─── Input records

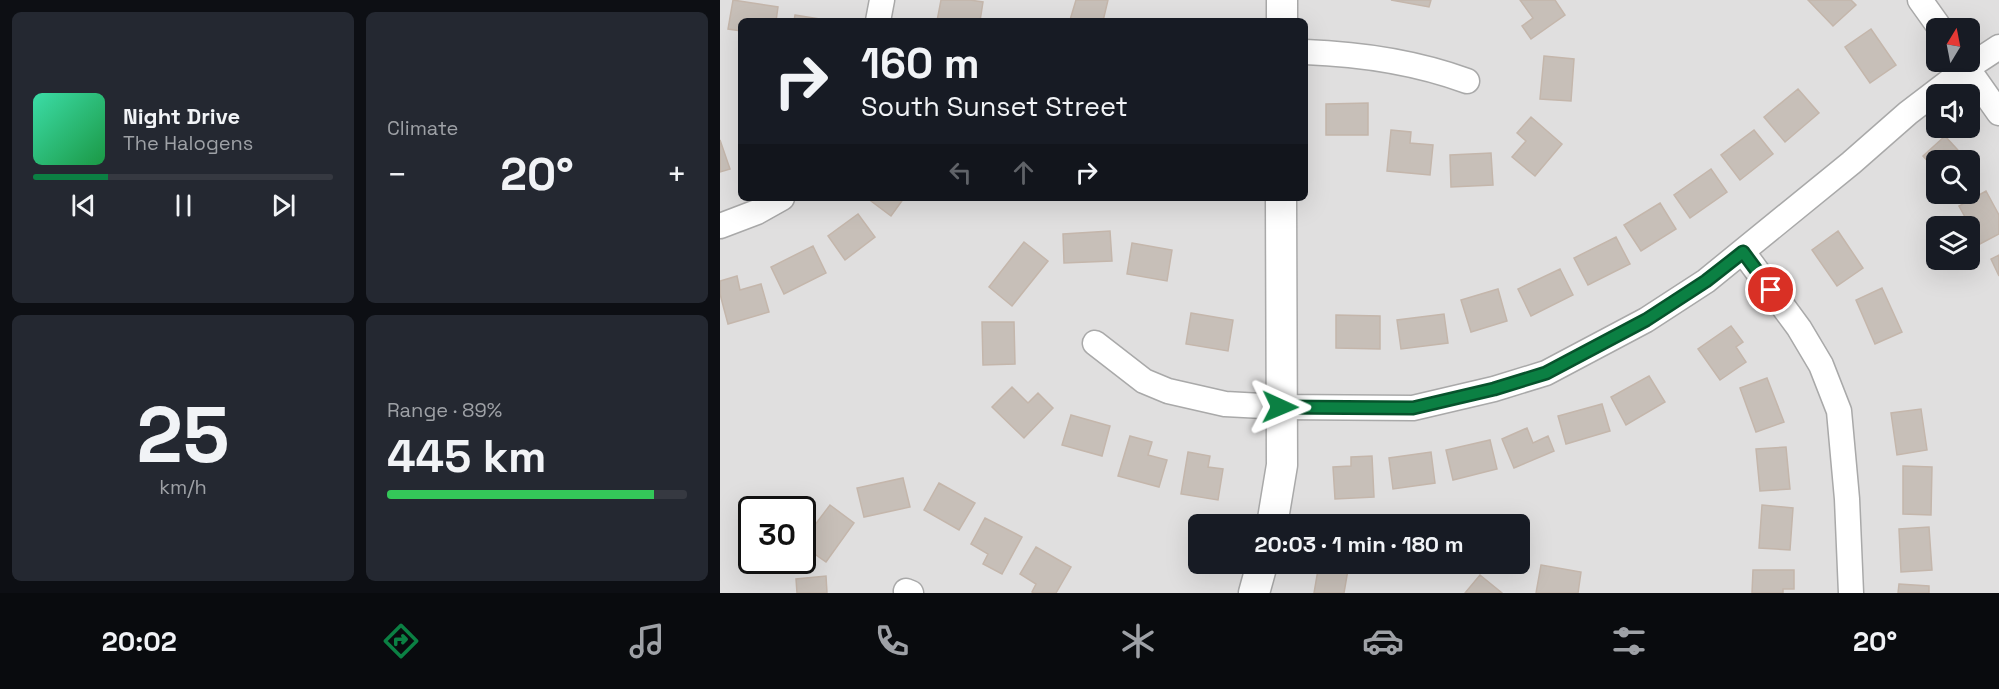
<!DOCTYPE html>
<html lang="en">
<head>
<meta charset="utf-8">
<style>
  body { margin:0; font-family:"Space Grotesk",sans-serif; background:#242831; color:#f1f3f6; height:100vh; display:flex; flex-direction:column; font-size:22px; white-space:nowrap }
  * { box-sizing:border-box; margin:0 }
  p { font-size:20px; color:#9ea1a6 }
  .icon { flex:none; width:33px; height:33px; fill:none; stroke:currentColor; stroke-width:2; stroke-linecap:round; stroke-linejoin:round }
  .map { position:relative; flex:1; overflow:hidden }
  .details { display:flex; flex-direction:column; gap:12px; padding:12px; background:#0d0f14; width:720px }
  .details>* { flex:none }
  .banner { position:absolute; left:18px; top:18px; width:570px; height:183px; border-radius:9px; box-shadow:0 6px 24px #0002; background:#171b24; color:#f1f3f6; overflow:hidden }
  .needle { width:39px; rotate:10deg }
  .buttons { position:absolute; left:1206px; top:18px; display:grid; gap:12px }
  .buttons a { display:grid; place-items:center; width:54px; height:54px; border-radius:9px; background:#171b24; box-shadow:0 6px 24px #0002; font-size:30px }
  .speed { position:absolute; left:18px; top:496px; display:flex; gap:12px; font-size:30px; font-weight:700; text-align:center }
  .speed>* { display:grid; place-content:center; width:78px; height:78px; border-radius:50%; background:#171b24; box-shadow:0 6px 24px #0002; line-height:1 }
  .speed .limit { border:3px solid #111; border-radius:9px; background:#fff; color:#111 }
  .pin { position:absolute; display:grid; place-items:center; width:51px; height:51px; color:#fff; margin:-26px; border:3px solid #fff; border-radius:50%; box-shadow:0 2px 6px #0007 }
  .me { position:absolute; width:66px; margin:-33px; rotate:91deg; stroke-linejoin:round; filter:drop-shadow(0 0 4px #0008) }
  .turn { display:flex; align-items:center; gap:21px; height:126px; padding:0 24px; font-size:27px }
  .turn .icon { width:78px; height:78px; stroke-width:2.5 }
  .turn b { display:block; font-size:42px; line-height:51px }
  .lanes { display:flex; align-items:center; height:57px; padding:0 24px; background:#0003; justify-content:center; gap:30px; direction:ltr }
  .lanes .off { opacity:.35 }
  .big { font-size:45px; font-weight:600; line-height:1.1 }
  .details .widget { flex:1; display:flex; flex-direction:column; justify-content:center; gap:9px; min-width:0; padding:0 21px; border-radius:9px; background:#242831 }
  .details .dial { align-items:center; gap:0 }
  .dial b { font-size:78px; line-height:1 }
  .song { display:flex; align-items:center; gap:18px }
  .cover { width:72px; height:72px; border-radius:9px; background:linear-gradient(135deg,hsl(160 70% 55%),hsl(140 70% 35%)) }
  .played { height:6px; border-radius:3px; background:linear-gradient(90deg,#0b8043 25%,#363941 25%) }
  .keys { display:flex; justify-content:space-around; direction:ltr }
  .heat { display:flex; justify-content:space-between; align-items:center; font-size:33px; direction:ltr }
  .charge { height:9px; border-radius:4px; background:linear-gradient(90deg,#34c759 89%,#363941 0) }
  .details .tiles { flex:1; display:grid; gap:12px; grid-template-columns:repeat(2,1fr) }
  .trip { position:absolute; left:468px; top:514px; width:342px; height:60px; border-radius:9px; background:#171b24; box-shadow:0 6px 24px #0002; font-weight:600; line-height:60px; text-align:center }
  .tab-bar { display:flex; height:96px; justify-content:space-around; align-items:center; background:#090b0e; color:#9ea1a6 }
  .tab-bar .icon { width:42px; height:42px }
  .tab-bar .active { color:#0b8043 }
  .tab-bar b { font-size:27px; color:#f1f3f6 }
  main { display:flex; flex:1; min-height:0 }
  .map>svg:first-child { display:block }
  .residential { fill:#e0dfdf; fill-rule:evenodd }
  .building { fill:#c7bfb8; stroke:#c4b6ab; stroke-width:1.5 }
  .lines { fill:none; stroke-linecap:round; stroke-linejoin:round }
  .minor-casing { stroke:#a9a9a9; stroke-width:27 }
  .tertiary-casing { stroke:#a9a9a9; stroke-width:33 }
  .minor { stroke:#fff; stroke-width:24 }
  .tertiary { stroke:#fff; stroke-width:30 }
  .route-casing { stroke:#07532c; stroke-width:15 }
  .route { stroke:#0b8043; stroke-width:10 }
</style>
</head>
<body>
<main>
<section class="details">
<div class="tiles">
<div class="widget">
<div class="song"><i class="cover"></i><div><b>Night Drive</b><p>The Halogens</p></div></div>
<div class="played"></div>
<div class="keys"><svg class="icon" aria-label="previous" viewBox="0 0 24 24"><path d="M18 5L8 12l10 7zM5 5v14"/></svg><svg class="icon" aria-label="pause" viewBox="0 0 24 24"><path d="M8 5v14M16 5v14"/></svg><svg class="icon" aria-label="next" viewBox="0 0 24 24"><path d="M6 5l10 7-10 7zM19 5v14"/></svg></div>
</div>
<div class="widget"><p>Climate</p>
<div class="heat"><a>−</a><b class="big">20°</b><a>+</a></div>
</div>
<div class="widget dial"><b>25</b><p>km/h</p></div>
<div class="widget"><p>Range · 89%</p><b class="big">445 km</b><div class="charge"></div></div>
</div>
</section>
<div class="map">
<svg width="1279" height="593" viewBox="0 0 1279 593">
  <rect width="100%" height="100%" fill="#f2efe9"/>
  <path class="residential" d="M0 0H1279V593H0ZM21 21H585V198H21ZM1216 28H1250V62H1216ZM1216 94H1250V128H1216ZM1216 160H1250V194H1216ZM1216 226H1250V260H1216ZM32 510H82V561H32ZM478 525H800V564H478Z"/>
  <path class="building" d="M13 0 58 7 56 21H21V31L8 29Z
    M221 0H250L263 2 260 21H217Z
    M356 0H388L383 21 350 20Z
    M671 0H711L709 7Z
    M800 0H835L845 15 811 39 802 26 813 18Z
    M1088 0H1131L1136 5 1113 26Z
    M75 15 112 21H74Z
    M1151 29 1176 65 1150 83 1125 47Z
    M824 56 854 59 851 101 820 99Z
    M1078 89 1099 113 1065 142 1044 117Z
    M648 103V135H606V104Z
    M811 117 842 144 815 176 792 157 806 141 797 133Z
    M671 130 691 132 690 143 713 145 710 175 667 171Z
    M1034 130 1053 154 1020 180 1001 155Z
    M1225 136 1247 160H1216V170L1203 156Z
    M0 140 10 169 0 172Z
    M771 153 773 185 731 187 730 155Z
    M991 169 1007 192 970 218 954 195Z
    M1266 191 1279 215V234L1260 244 1239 206Z
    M147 198H184L171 216Z
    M940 203 956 229 921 251 904 225Z
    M138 214 155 237 125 260 108 236Z
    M390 231 392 261 344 263 343 234Z
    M1118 231 1143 268 1117 286 1092 250Z
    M896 237 910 264 868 285 854 258Z
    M304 242 328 261 292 306 269 287Z
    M412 243 452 250 447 281 407 274Z
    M93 246 106 273 64 294 51 267Z
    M1279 255V276L1271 259Z
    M840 269 853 295 811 316 798 289Z
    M17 276 20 290 41 284 49 312 8 324 0 294V281Z
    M1162 288 1182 332 1155 344 1136 300Z
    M778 289 787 321 751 332 741 300Z
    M471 313 513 320 508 351 466 344Z
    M724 314 728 343 681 349 677 320Z
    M616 315 660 316V349L616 348Z
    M262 322H294L295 364 263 365Z
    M1011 326 1023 342 1016 347 1026 362 1000 380 978 349Z
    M929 376 945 402 906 425 891 397Z
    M1047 378 1064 422 1036 432 1020 388Z
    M292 387 308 403 318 393 333 408 304 438 272 407Z
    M882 404 890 431 846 444 838 416Z
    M1201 409 1207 450 1177 455 1171 413Z
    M351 415 390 426 382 456 342 445Z
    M807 428 813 443 828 436 834 451 794 468 782 439Z
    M410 436 432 442 428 455 447 460 439 487 398 476Z
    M770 440 777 469 733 480 726 450Z
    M1066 447 1070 489 1040 491 1036 449Z
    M468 452 490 456 488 467 503 469 498 500 461 494Z
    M711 452 715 483 673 489 669 458Z
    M652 456 654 497 615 499 613 467 631 466V457Z
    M1183 466 1212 467 1211 515 1183 514Z
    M183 478 190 507 144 517 137 488Z
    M219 483 255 503 239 530 204 510Z
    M110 505 134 523 106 562 82 545V542Z
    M1042 505 1073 508 1070 550 1039 548Z
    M265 518 302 537 282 574 263 564 268 554 251 544Z
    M1209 527 1212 570 1181 572 1179 529Z
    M316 547 351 567 336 593H314L312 592 316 584 300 574Z
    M599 564H629L624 593H594Z
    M821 565 861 572 858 593H816Z
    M1033 570H1074V589H1063V593H1032Z
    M760 575 782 593H745Z
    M106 576 107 593H77L76 579Z
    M1179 584 1209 586V593H1178Z"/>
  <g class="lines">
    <defs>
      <path id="minor" d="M1200 0 1220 28
        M158 21 162 0
        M585 52C640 54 695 62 747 81
        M1243 62 1279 113
        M0 226 37 212 62 198
        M1023 252 1079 328 1101 365 1119 411 1127 499 1131 593
        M375 343 424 381 448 391 505 404 560 407 693 408 774 389 826 373 926 320 986 281 1131 163 1188 113 1247 68 1279 47
        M186 591 191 593"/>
      <path id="tertiary" d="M562 21V0
        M552 525 562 465 561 198
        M534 593 542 564"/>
    </defs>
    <use href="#minor" class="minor-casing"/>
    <use href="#tertiary" class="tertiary-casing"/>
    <use href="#minor" class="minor"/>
    <use href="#tertiary" class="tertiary"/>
  </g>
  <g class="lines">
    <defs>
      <path id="route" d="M560 407 693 408 774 389 826 373 926 320 986 281 1023 252 1051 290"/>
    </defs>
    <use href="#route" class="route-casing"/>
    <use href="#route" class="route"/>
  </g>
</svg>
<div class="buttons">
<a><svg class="needle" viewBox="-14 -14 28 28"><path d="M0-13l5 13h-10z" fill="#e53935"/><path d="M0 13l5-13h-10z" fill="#9ea1a6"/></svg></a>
<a><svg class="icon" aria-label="sound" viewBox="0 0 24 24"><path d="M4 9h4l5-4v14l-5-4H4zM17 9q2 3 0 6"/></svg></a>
<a><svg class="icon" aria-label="search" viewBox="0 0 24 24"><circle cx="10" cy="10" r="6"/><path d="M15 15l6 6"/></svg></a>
<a><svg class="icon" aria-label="layers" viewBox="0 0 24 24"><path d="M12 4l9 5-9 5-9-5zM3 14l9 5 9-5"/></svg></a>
</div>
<div class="speed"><div class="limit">30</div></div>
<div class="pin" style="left:1051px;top:290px;background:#d93025"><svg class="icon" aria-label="arrive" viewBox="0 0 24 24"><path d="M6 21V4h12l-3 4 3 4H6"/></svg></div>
<svg class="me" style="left:560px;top:407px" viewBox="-20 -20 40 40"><path d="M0-17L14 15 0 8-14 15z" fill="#0b8043" stroke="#fff" stroke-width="4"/></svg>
<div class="trip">20:03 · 1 min · 180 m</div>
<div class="banner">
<div class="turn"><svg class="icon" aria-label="right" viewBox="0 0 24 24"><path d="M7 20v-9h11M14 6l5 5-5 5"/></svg><div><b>160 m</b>South Sunset Street</div></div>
<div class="lanes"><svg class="icon off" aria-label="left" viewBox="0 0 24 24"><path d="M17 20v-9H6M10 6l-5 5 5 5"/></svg><svg class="icon off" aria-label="ahead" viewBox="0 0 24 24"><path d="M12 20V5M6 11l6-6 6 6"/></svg><svg class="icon" aria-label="right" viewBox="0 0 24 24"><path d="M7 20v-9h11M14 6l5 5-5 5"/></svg></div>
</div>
</div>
</main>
<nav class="tab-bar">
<b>20:02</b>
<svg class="icon active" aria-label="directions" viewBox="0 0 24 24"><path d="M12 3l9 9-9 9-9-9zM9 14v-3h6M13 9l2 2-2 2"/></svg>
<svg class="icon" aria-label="music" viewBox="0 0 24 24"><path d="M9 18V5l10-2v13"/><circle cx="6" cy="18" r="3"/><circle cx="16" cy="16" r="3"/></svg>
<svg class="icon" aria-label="phone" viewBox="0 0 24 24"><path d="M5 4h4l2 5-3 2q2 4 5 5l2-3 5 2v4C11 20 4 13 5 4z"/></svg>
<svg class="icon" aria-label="climate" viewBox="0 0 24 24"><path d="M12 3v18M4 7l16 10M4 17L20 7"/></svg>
<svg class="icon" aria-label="car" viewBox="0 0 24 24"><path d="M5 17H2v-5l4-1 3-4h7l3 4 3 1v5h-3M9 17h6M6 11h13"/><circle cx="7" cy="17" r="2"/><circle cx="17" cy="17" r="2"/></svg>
<svg class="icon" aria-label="filters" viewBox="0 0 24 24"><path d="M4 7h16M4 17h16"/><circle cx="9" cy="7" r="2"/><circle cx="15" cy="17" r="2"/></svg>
<b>20°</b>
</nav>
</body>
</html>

──────

* Assignment *
Extract exactly and only the lines above from the line containing "flex:none; width:33px; height:33px;" through the line containing "position:absolute; left:1206px; top:18px;", both end lines included.

* Output for this exercise *
  .icon { flex:none; width:33px; height:33px; fill:none; stroke:currentColor; stroke-width:2; stroke-linecap:round; stroke-linejoin:round }
  .map { position:relative; flex:1; overflow:hidden }
  .details { display:flex; flex-direction:column; gap:12px; padding:12px; background:#0d0f14; width:720px }
  .details>* { flex:none }
  .banner { position:absolute; left:18px; top:18px; width:570px; height:183px; border-radius:9px; box-shadow:0 6px 24px #0002; background:#171b24; color:#f1f3f6; overflow:hidden }
  .needle { width:39px; rotate:10deg }
  .buttons { position:absolute; left:1206px; top:18px; display:grid; gap:12px }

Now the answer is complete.